- **Requirement**
After reading the lines below, count those that contain "list" and give the count alone.

- **Data supplied**
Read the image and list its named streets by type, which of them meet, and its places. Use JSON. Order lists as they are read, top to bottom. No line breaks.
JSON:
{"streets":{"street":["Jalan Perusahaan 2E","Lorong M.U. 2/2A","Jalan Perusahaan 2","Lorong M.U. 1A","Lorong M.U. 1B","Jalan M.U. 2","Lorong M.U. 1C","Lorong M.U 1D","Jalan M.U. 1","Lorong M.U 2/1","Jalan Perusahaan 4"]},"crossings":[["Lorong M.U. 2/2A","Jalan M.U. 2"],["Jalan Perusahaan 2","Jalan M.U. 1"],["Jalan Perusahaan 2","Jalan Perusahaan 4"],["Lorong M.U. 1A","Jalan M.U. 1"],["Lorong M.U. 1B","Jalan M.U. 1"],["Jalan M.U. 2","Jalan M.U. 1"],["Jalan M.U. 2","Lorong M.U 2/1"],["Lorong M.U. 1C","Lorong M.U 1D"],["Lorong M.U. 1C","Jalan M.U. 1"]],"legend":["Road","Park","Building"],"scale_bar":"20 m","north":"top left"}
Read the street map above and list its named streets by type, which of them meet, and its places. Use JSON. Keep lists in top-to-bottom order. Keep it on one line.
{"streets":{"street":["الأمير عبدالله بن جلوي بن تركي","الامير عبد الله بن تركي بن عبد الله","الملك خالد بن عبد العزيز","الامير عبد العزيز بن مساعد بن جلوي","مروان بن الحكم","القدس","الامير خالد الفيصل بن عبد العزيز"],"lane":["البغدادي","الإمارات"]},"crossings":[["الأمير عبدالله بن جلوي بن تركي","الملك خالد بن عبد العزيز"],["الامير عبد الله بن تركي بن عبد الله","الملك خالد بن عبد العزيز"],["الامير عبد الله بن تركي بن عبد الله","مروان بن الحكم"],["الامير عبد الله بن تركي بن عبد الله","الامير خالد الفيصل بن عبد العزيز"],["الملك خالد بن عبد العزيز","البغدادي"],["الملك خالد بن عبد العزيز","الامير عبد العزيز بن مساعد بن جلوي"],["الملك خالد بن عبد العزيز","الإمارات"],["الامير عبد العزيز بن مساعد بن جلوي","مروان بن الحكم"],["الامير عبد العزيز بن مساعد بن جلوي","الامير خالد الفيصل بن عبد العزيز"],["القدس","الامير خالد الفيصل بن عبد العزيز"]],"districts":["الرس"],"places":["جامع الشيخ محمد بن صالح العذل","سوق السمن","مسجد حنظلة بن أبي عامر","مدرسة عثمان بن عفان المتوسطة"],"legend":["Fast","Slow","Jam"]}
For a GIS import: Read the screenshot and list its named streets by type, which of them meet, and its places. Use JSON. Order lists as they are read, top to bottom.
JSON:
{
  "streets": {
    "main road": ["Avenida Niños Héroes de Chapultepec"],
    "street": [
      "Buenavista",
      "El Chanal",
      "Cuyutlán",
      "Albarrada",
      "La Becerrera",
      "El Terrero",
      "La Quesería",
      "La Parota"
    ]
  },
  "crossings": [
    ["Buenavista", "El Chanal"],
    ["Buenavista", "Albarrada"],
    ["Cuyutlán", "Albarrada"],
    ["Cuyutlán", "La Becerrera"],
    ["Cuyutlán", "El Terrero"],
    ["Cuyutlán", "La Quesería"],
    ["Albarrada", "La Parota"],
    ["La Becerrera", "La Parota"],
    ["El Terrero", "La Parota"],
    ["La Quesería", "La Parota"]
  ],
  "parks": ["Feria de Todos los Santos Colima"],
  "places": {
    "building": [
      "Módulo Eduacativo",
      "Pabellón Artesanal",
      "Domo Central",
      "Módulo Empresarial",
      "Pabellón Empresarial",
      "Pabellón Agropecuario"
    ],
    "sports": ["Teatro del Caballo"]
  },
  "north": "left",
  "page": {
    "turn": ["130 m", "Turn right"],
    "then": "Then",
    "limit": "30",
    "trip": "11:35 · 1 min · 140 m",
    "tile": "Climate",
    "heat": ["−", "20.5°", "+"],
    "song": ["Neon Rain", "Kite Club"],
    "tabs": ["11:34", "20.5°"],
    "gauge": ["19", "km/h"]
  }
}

- **Solution for this task**
3